**Action item**
From the entries below, return exactly the lines beginning at the one that contains "c.textBaseline = 'middle';" and ending at the one that contains "[1129,667,1129,929,1102,916,1129,830,1094,762]", both of them included, and only those lines.

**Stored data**
··········
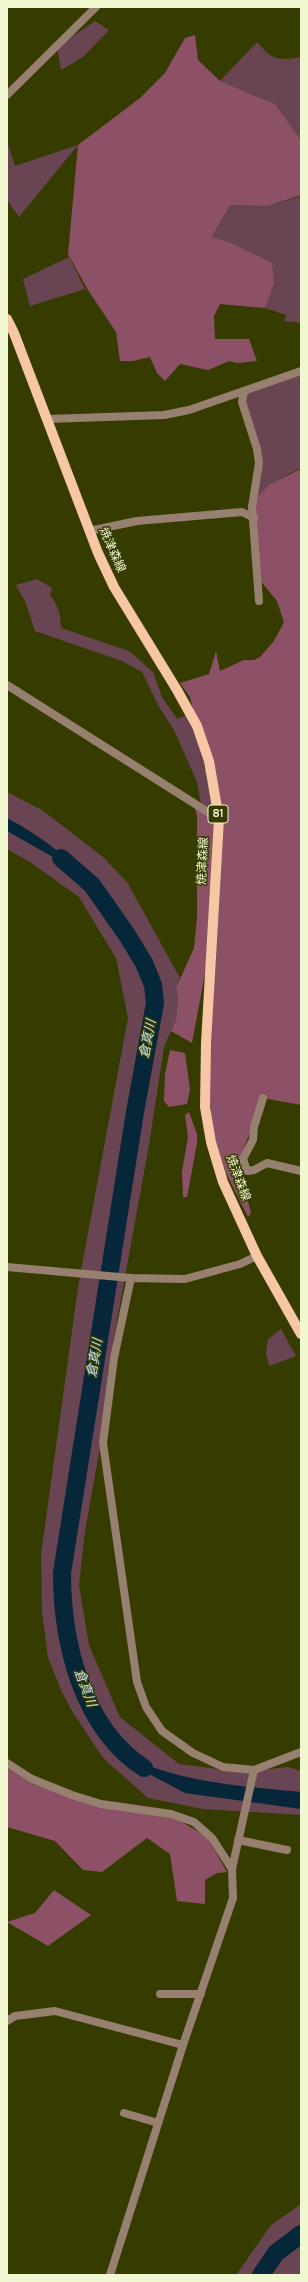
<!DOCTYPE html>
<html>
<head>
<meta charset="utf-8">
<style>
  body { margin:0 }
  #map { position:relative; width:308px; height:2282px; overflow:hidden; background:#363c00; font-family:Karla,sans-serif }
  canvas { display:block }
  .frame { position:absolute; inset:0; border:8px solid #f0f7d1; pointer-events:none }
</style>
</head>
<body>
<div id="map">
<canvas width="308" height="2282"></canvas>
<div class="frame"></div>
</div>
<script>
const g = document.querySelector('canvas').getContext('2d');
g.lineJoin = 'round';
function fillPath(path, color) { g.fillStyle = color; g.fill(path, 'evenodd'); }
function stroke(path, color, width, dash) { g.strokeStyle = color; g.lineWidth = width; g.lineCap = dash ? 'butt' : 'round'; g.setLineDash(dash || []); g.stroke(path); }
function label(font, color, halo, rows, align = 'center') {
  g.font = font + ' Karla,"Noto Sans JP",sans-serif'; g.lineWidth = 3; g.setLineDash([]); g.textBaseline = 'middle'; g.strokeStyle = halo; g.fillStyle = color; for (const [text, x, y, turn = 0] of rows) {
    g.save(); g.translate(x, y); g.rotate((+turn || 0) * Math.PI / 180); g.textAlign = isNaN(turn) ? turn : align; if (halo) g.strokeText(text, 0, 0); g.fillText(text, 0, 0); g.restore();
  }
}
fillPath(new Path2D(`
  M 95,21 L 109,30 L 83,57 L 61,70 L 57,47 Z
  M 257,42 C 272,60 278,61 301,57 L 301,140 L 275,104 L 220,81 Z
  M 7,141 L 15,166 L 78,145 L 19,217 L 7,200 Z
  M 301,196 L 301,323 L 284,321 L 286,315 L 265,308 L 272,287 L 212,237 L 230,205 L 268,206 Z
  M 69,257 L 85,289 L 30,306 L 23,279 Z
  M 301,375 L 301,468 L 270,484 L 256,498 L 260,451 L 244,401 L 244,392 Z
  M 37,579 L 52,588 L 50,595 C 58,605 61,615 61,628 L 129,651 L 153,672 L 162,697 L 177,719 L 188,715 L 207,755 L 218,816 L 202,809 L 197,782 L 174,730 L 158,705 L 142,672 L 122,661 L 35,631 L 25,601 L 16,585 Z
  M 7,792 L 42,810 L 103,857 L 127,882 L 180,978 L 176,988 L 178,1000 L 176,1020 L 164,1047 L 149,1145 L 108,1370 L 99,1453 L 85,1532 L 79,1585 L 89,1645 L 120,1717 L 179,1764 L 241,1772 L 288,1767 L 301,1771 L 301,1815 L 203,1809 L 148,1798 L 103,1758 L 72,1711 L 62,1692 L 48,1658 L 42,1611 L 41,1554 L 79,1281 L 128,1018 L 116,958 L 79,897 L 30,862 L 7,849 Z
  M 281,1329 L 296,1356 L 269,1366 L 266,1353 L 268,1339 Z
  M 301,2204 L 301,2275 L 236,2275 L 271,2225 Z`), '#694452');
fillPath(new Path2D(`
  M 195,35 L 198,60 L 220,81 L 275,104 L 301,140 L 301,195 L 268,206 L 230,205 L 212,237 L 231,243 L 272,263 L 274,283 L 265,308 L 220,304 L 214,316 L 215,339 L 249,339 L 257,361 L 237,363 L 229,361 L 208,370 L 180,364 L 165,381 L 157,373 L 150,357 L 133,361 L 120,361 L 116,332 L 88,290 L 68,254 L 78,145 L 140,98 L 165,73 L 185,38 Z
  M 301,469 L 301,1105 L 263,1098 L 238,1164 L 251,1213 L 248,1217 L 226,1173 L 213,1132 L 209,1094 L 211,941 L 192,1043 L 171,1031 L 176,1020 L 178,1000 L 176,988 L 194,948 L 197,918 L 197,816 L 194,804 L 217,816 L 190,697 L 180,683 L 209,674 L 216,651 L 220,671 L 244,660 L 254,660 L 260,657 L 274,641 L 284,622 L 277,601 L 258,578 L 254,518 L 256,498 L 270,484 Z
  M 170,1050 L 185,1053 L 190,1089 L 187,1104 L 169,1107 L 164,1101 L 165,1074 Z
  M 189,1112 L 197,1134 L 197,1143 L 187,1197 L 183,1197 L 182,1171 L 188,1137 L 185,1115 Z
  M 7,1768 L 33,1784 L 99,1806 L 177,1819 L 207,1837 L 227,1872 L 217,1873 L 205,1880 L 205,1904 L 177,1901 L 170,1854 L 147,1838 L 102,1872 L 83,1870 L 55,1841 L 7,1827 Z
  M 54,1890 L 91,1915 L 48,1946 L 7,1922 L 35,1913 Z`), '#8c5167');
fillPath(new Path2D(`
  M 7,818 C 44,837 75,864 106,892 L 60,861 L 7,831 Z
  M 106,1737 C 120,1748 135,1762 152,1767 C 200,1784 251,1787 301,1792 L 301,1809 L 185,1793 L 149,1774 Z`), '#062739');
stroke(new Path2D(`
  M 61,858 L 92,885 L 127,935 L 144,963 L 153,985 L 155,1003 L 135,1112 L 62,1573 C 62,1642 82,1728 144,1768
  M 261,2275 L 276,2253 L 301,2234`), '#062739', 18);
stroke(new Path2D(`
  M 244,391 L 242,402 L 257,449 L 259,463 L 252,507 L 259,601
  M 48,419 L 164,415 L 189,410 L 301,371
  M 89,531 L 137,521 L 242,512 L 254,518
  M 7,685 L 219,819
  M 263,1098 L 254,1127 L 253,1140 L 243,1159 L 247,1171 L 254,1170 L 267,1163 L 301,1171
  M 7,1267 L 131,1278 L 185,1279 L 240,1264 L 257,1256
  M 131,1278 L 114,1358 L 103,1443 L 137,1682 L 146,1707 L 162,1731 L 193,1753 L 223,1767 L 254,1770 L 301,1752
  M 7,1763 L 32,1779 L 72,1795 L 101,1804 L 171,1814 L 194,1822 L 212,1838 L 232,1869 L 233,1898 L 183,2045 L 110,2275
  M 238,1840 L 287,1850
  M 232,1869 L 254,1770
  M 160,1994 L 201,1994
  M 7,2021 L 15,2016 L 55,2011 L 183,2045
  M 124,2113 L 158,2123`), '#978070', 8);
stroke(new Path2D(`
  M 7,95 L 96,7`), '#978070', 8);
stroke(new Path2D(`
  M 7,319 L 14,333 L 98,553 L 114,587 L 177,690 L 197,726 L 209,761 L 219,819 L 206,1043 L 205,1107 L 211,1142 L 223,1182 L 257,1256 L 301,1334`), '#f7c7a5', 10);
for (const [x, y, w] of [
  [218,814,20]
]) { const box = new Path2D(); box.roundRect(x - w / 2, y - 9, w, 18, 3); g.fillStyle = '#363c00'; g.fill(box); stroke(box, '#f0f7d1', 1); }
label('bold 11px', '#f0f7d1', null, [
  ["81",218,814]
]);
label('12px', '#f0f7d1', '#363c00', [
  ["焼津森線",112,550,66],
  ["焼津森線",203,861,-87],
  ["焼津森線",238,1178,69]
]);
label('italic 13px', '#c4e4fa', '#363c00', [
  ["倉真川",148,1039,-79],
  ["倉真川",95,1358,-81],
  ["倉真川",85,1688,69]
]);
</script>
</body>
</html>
··········
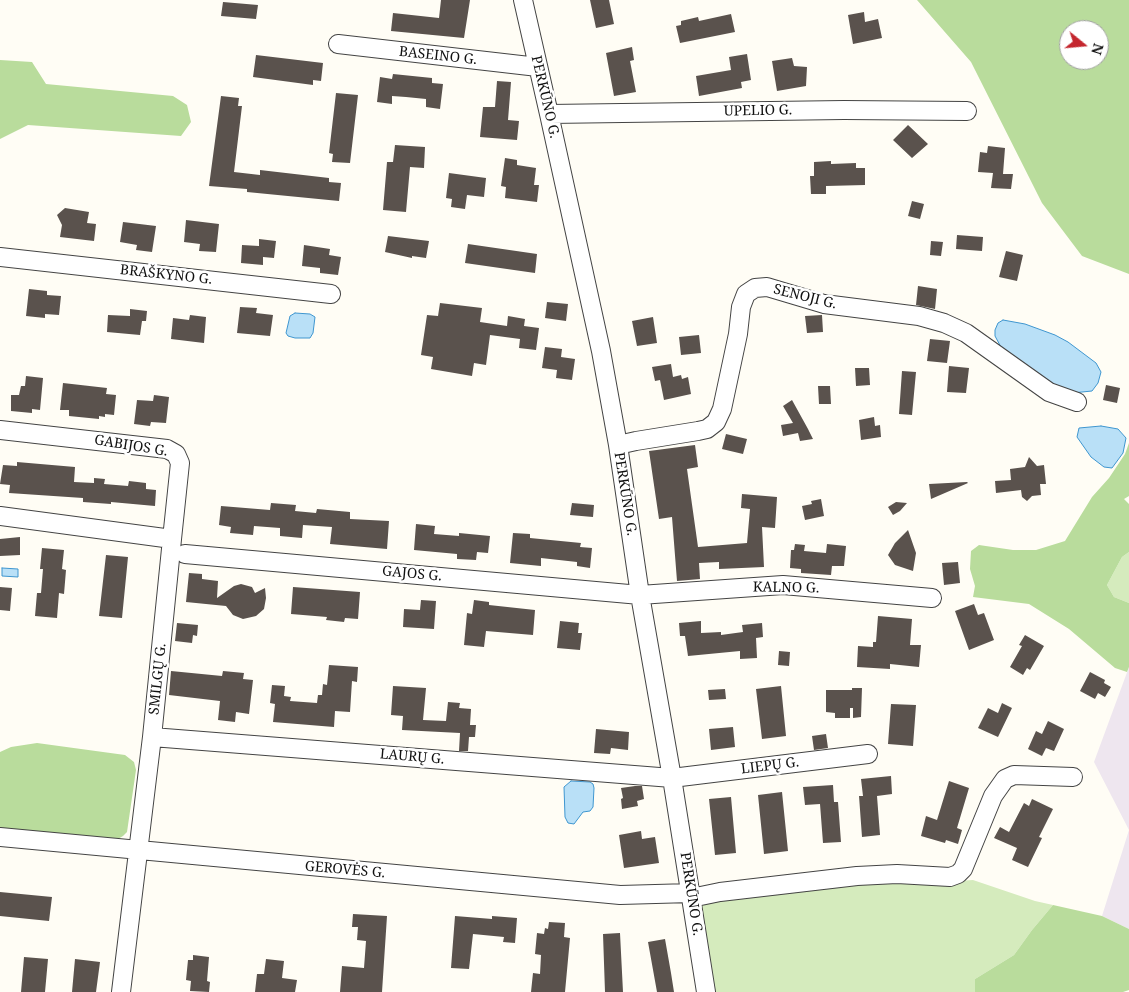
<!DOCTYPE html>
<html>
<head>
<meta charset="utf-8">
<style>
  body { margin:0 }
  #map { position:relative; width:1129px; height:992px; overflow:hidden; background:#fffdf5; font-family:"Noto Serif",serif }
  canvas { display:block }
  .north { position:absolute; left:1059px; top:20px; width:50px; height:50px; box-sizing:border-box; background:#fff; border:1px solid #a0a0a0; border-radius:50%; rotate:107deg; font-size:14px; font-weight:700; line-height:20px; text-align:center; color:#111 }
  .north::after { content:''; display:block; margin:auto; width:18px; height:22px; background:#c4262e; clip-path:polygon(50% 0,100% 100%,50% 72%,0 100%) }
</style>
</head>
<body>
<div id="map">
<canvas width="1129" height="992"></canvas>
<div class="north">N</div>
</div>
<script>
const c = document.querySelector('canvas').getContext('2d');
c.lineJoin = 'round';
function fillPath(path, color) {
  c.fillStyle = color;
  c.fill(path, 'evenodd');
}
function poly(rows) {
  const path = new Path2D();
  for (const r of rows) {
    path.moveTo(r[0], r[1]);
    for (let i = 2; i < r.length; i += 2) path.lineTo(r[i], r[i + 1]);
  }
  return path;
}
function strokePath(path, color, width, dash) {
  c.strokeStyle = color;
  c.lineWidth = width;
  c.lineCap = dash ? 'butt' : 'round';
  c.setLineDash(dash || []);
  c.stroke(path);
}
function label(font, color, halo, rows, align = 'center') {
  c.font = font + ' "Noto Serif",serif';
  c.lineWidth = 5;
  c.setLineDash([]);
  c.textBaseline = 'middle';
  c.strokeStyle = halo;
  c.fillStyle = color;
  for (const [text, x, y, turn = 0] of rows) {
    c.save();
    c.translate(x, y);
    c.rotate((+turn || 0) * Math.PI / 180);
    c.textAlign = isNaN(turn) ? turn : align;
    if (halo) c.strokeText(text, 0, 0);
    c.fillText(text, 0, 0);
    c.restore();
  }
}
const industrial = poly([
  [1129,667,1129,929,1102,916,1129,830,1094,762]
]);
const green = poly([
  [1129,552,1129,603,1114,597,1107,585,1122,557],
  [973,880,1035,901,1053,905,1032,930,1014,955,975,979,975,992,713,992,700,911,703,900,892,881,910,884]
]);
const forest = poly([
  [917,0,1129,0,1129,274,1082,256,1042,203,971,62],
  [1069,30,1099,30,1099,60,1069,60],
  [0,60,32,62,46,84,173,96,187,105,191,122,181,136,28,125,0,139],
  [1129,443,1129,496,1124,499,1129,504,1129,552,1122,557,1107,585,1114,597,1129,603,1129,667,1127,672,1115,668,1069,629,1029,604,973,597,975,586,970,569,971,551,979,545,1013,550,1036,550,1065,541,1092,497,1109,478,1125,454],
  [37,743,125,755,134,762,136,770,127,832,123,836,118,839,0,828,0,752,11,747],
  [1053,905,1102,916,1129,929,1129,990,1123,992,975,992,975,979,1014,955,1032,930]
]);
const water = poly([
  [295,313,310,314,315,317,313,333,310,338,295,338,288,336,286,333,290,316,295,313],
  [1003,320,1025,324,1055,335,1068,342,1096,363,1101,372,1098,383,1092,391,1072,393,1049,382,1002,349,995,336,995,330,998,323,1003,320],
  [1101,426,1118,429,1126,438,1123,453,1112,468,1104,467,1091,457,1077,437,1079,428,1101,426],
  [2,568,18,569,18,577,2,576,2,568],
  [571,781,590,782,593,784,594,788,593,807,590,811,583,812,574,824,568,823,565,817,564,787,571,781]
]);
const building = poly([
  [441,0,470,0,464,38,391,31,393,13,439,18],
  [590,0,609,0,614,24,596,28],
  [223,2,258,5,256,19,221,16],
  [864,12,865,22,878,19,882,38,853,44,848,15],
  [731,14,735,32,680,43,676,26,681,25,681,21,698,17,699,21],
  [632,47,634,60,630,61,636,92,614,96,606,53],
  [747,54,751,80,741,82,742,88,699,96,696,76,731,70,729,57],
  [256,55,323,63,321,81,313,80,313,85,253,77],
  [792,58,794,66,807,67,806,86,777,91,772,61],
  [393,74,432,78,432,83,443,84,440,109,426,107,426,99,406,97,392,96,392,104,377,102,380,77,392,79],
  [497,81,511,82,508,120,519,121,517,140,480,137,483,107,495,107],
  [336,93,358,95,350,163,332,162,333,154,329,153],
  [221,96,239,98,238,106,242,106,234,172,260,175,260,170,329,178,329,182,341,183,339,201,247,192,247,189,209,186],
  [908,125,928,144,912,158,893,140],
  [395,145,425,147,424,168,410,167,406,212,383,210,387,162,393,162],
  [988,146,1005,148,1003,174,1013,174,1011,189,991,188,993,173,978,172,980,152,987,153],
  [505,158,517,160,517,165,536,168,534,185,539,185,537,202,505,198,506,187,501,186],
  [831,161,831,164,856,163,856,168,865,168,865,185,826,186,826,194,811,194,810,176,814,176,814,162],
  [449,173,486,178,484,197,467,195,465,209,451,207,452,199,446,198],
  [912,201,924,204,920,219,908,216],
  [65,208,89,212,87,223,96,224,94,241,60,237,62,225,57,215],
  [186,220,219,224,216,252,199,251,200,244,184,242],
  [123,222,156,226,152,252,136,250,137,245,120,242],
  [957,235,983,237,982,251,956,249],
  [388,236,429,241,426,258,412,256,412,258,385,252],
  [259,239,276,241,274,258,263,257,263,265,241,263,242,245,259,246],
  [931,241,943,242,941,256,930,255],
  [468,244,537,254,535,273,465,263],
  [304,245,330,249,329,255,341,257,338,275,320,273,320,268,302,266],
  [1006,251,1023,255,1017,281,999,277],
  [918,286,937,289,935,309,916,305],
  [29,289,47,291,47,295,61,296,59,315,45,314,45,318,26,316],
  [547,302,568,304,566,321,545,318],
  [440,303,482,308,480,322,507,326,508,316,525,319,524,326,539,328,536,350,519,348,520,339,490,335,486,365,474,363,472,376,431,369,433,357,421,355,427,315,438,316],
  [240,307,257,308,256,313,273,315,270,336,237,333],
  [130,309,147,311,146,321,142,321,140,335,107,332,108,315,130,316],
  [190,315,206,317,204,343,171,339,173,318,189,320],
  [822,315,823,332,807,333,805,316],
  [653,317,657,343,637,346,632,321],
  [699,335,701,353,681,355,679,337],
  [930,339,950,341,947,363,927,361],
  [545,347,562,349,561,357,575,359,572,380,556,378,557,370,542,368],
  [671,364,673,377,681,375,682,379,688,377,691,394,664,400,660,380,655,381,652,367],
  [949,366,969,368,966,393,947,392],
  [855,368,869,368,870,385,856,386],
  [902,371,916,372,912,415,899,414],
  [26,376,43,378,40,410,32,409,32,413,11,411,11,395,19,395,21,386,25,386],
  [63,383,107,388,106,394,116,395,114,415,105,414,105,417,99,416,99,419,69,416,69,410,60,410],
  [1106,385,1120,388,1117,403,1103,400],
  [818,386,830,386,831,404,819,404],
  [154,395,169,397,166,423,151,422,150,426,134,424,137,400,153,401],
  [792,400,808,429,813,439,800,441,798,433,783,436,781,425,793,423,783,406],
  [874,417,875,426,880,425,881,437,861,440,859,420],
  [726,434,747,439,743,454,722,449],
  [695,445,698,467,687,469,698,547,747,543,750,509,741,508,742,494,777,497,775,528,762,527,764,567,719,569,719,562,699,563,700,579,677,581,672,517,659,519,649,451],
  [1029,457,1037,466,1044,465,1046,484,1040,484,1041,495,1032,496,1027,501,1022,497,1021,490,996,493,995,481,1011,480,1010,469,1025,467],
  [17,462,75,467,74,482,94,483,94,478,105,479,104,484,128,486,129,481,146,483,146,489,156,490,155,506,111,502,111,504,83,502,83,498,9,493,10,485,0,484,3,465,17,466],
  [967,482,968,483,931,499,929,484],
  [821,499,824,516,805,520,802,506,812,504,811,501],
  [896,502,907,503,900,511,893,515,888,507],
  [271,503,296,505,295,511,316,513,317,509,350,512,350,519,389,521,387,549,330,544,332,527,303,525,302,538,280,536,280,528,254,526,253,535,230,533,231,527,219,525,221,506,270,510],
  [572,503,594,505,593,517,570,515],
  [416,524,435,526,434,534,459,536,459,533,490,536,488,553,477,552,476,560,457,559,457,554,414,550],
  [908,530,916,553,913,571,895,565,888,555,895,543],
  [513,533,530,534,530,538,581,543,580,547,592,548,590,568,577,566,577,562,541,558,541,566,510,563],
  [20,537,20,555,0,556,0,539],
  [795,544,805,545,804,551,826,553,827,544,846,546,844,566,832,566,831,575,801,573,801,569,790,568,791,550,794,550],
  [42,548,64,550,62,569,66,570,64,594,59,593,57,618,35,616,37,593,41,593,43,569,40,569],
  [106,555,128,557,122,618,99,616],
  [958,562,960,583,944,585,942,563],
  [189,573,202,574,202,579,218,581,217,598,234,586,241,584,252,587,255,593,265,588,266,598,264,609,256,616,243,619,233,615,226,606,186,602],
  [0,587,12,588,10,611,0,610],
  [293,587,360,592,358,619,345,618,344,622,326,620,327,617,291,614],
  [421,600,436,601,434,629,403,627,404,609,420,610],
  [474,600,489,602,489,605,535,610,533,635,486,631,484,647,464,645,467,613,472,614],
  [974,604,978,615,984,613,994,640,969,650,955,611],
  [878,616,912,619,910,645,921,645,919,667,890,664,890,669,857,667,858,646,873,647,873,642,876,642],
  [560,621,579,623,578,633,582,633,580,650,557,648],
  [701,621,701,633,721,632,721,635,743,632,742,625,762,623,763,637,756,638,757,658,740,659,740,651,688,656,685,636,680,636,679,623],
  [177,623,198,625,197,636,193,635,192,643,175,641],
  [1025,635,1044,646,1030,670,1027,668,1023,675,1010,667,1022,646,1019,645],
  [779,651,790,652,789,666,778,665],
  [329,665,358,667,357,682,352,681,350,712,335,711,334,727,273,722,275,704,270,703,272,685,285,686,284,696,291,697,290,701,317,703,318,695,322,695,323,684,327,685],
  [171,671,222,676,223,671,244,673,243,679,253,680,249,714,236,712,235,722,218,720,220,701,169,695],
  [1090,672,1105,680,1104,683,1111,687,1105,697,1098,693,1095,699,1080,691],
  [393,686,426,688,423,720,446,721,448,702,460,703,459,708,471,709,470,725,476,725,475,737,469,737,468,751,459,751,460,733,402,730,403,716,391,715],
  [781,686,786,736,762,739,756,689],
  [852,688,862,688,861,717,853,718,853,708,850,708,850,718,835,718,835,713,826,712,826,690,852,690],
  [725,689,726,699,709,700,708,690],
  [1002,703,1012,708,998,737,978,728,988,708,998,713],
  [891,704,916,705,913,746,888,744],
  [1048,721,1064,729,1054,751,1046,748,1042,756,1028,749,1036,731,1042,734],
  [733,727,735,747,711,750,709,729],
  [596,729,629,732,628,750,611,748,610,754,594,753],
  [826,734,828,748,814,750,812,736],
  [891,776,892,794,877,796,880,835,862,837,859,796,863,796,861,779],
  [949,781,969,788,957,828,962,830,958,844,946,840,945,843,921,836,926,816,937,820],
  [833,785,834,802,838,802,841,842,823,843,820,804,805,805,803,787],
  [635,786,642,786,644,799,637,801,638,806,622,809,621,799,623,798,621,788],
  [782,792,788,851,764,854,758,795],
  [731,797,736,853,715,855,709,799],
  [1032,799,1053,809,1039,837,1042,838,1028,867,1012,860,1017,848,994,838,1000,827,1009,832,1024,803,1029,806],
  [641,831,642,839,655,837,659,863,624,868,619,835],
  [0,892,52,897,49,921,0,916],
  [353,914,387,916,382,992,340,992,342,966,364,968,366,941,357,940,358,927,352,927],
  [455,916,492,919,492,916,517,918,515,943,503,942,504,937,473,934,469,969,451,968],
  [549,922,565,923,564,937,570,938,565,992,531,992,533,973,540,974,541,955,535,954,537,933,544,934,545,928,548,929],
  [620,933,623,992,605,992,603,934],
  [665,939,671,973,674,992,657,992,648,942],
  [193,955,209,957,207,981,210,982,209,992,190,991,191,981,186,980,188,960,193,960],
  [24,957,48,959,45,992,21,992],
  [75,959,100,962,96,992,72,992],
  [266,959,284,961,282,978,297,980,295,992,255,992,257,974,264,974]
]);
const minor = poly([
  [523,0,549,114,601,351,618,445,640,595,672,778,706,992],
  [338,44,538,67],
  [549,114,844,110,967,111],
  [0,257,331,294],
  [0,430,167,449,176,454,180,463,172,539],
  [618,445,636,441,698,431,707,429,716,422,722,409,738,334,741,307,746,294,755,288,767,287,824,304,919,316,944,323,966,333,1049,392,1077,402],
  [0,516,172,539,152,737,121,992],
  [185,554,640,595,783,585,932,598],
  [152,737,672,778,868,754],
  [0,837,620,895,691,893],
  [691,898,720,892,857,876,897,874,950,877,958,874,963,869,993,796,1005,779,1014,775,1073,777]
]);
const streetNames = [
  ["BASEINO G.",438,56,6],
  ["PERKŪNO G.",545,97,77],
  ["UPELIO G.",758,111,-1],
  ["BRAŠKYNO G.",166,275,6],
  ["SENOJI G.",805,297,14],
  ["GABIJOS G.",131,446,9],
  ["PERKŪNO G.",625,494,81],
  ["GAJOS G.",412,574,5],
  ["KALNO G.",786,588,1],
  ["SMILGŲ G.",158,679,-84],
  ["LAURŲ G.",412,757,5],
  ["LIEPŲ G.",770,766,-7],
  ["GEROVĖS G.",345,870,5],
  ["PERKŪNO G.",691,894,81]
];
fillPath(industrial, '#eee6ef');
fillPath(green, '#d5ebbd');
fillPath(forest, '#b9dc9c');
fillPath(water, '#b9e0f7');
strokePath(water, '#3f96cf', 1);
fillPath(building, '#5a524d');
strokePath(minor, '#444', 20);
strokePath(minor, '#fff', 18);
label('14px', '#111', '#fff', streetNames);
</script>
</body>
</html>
··········
**Result**
  c.textBaseline = 'middle';
  c.strokeStyle = halo;
  c.fillStyle = color;
  for (const [text, x, y, turn = 0] of rows) {
    c.save();
    c.translate(x, y);
    c.rotate((+turn || 0) * Math.PI / 180);
    c.textAlign = isNaN(turn) ? turn : align;
    if (halo) c.strokeText(text, 0, 0);
    c.fillText(text, 0, 0);
    c.restore();
  }
}
const industrial = poly([
  [1129,667,1129,929,1102,916,1129,830,1094,762]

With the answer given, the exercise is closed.